> Assignment:
Needed from the data below: all lines that contain the word "Keep".
==== Data ====
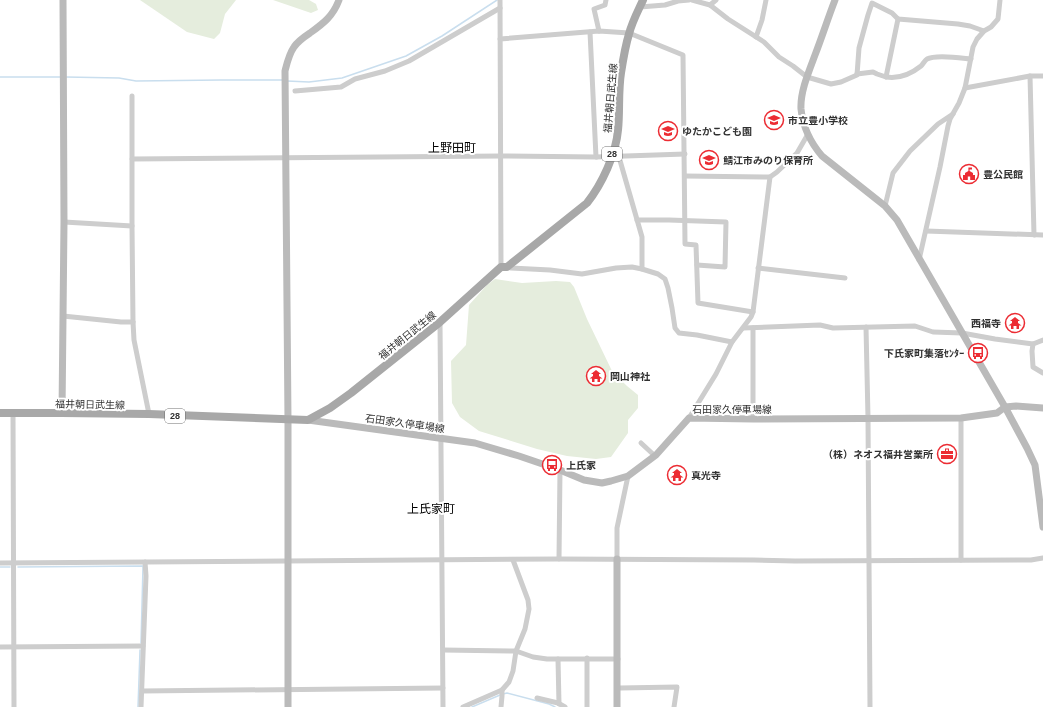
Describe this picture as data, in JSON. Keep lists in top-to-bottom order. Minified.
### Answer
====
==== Data ====
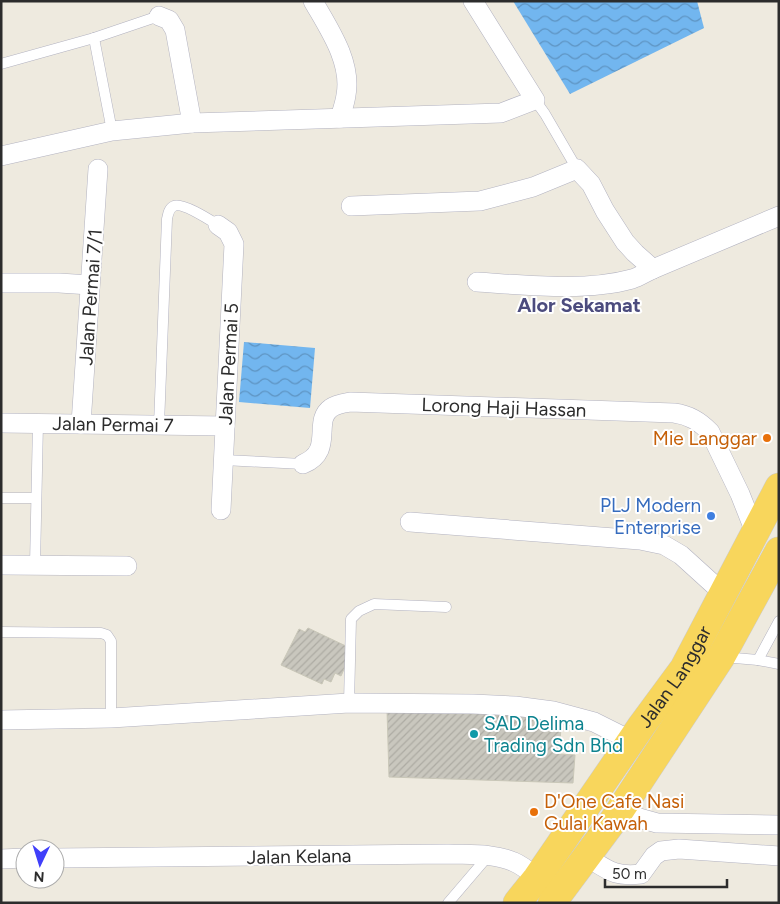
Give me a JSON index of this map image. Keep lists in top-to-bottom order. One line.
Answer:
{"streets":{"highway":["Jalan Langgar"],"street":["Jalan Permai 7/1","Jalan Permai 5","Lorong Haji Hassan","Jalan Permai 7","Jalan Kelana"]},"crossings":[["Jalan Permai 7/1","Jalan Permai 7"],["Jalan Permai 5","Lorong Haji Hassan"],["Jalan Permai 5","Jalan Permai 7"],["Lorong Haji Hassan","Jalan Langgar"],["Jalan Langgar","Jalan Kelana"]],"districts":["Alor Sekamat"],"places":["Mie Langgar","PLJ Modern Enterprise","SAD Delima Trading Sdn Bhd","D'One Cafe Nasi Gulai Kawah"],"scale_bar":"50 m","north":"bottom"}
====
> The completed task:
Describe this picture as data, in JSON. Keep lists in top-to-bottom order. Minified.
Give me a JSON index of this map image. Keep lists in top-to-bottom order. One line.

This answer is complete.